__MATERIALS PROVIDED__
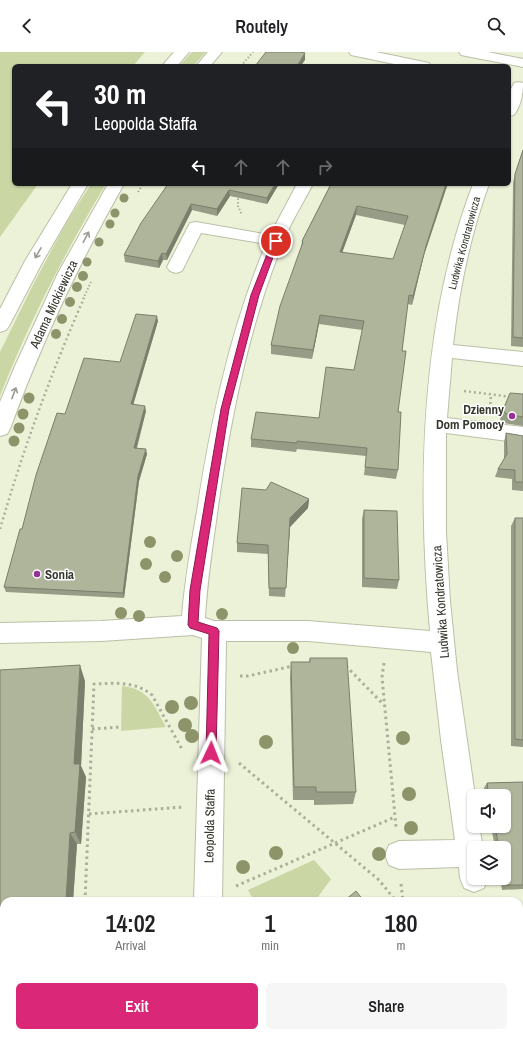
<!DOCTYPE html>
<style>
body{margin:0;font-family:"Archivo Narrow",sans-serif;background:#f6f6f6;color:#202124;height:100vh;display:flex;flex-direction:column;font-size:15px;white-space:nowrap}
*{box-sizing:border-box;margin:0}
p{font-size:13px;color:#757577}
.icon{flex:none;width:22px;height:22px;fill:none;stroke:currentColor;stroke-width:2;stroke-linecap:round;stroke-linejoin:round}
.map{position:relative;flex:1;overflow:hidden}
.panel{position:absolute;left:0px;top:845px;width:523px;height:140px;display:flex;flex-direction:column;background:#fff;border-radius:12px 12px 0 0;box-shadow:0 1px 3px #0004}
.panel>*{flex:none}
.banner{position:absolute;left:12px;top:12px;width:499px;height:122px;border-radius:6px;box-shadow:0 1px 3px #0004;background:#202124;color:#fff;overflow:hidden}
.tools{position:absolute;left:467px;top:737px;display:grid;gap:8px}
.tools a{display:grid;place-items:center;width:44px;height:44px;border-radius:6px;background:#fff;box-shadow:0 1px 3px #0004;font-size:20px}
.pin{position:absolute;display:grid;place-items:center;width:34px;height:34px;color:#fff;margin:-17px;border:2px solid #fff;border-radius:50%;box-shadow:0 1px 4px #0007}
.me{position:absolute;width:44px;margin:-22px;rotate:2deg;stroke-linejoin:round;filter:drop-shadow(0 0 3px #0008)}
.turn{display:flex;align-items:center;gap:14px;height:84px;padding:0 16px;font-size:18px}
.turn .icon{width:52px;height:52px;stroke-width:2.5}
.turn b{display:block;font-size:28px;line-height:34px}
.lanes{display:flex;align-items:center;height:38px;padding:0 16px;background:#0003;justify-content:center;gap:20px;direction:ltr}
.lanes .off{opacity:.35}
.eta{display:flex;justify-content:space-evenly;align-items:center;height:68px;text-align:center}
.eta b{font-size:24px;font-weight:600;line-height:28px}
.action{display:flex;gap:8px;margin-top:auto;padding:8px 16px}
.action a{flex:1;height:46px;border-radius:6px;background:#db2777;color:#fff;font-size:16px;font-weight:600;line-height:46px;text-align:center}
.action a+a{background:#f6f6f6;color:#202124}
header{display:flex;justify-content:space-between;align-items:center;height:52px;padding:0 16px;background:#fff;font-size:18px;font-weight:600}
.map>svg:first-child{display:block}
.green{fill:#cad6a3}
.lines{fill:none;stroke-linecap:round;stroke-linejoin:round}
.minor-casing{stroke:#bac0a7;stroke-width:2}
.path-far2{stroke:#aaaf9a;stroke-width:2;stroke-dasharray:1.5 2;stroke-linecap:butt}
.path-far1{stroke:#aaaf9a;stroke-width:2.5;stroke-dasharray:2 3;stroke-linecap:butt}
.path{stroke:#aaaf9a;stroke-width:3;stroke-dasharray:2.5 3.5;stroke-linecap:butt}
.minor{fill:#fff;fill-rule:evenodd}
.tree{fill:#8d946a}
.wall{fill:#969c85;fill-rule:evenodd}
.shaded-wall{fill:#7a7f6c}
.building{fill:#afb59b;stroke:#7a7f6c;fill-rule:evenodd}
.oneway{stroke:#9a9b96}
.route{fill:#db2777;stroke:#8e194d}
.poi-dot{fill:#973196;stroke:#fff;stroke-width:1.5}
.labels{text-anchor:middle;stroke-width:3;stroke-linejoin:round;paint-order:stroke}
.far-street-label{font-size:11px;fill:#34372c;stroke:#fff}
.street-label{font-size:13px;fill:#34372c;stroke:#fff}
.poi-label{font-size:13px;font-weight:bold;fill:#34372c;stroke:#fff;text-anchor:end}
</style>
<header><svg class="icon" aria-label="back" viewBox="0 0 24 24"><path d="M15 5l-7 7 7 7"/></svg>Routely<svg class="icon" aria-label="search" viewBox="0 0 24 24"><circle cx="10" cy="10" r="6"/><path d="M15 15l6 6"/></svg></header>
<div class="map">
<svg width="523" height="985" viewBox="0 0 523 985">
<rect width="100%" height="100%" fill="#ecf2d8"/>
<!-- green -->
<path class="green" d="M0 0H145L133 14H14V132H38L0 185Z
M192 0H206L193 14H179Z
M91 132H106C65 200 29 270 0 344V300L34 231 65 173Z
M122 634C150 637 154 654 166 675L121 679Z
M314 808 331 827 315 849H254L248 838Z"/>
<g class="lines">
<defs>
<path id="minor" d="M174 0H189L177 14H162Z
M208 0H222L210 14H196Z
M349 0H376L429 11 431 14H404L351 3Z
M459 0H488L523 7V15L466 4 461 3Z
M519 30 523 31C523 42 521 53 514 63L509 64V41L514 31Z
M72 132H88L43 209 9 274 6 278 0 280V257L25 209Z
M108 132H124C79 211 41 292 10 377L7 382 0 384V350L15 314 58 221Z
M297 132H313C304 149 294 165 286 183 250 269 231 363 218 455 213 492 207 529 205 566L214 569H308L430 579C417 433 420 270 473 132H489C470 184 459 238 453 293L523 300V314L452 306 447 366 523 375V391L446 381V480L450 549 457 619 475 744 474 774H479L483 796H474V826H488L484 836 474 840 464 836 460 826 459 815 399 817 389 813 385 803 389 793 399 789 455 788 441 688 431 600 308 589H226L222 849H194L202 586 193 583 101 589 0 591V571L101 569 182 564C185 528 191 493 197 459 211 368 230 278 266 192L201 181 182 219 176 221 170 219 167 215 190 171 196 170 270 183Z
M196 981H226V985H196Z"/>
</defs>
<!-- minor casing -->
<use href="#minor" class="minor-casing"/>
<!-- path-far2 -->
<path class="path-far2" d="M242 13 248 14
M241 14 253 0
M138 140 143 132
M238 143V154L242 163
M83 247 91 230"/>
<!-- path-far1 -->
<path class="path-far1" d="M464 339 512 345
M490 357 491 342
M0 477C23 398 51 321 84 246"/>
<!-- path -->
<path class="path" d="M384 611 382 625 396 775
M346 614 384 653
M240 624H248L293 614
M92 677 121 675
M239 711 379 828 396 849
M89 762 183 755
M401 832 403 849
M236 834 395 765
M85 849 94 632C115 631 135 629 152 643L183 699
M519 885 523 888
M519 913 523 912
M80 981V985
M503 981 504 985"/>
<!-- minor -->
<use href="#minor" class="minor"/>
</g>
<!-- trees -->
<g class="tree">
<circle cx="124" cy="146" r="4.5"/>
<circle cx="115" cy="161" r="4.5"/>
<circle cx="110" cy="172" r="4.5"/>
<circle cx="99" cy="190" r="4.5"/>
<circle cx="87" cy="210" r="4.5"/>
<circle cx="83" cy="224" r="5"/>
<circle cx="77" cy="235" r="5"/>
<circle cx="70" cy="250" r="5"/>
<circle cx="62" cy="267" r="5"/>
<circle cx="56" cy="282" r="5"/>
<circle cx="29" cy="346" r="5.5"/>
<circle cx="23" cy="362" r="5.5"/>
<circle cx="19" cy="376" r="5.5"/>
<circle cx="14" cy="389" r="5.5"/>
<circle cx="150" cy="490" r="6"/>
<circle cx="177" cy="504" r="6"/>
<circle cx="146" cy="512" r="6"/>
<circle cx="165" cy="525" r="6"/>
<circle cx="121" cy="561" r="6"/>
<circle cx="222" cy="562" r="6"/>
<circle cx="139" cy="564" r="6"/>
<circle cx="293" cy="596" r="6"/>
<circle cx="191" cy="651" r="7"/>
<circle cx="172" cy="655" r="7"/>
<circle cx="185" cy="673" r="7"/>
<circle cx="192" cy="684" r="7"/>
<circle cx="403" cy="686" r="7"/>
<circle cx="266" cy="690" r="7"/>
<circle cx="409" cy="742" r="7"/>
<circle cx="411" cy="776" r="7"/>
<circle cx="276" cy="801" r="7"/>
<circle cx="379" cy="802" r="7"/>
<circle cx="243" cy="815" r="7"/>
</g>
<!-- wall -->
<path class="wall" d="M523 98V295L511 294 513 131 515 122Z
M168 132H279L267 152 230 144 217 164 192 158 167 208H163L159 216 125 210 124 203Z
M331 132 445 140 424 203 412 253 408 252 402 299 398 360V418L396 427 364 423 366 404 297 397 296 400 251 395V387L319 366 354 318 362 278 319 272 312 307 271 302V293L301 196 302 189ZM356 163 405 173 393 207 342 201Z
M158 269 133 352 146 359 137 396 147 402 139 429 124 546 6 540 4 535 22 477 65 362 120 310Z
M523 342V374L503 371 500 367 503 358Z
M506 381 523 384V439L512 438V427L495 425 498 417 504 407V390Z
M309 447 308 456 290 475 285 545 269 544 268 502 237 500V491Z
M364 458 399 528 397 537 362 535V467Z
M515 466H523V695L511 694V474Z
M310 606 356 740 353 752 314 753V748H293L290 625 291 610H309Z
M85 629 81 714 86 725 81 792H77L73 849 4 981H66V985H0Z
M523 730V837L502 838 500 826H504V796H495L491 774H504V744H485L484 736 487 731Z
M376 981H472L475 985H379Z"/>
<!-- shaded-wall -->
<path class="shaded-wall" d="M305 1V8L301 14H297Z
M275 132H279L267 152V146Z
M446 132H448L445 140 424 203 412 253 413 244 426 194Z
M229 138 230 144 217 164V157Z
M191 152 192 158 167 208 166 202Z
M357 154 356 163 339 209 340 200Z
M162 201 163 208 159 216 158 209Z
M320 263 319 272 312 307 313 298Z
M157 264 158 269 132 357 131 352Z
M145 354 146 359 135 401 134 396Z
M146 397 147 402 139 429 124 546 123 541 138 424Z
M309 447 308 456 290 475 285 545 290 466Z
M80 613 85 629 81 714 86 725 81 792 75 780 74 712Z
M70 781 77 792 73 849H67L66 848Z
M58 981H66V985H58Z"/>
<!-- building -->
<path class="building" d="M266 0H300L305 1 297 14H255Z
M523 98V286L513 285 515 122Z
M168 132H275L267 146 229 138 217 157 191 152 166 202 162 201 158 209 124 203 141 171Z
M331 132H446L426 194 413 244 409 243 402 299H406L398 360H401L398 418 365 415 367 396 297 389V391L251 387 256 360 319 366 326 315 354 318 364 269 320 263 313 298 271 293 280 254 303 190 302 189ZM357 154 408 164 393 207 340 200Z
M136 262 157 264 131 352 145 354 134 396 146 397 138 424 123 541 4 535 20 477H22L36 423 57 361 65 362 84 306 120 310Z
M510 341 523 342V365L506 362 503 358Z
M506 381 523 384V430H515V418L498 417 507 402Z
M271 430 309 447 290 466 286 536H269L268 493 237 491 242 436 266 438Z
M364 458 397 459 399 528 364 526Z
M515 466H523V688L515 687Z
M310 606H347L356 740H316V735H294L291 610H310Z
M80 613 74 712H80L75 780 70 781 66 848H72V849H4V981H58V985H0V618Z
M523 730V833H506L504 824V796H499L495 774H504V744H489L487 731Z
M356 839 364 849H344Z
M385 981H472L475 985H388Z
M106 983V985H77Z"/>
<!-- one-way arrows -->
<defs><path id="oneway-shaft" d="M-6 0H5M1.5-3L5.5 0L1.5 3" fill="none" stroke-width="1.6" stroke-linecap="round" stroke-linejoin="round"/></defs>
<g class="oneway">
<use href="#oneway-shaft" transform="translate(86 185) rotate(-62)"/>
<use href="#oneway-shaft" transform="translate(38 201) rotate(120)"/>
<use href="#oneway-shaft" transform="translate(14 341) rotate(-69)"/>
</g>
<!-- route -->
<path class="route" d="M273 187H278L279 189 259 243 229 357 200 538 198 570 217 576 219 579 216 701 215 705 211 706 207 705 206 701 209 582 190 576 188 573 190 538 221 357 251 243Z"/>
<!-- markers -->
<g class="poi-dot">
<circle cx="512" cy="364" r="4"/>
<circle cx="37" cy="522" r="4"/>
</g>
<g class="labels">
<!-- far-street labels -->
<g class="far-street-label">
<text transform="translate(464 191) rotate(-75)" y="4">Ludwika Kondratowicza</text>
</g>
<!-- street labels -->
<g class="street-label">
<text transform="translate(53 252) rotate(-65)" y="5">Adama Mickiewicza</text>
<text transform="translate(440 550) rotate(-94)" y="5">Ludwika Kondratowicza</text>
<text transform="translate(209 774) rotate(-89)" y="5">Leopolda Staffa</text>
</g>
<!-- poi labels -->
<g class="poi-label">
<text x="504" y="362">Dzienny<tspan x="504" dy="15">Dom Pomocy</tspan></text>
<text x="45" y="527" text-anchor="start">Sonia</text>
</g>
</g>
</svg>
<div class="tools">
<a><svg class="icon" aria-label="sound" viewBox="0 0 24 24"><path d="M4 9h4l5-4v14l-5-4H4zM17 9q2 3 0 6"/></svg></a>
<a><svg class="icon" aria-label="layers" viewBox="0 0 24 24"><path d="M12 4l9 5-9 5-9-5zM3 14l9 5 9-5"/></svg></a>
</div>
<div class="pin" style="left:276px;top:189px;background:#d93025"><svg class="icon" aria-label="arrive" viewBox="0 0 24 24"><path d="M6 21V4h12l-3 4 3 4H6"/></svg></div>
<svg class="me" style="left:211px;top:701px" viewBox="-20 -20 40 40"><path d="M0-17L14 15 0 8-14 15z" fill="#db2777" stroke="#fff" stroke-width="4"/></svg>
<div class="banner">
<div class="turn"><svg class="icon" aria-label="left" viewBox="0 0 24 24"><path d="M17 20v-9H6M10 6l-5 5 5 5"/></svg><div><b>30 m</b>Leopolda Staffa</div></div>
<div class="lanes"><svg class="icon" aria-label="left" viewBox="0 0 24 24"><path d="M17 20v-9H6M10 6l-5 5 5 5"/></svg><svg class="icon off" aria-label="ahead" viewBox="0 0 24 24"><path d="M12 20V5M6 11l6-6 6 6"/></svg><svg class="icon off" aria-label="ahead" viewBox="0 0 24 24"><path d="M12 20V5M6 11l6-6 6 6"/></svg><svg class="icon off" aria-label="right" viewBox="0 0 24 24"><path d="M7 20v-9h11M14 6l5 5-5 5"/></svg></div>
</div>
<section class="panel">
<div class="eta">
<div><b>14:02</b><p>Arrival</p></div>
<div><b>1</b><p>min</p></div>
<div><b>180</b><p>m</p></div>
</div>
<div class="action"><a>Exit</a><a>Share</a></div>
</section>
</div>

__AIM OF THE EXERCISE__
From the listing above, find the number of lines with the word "minor" in them. Answer with the number only.

__EXPECTED OUTPUT__
7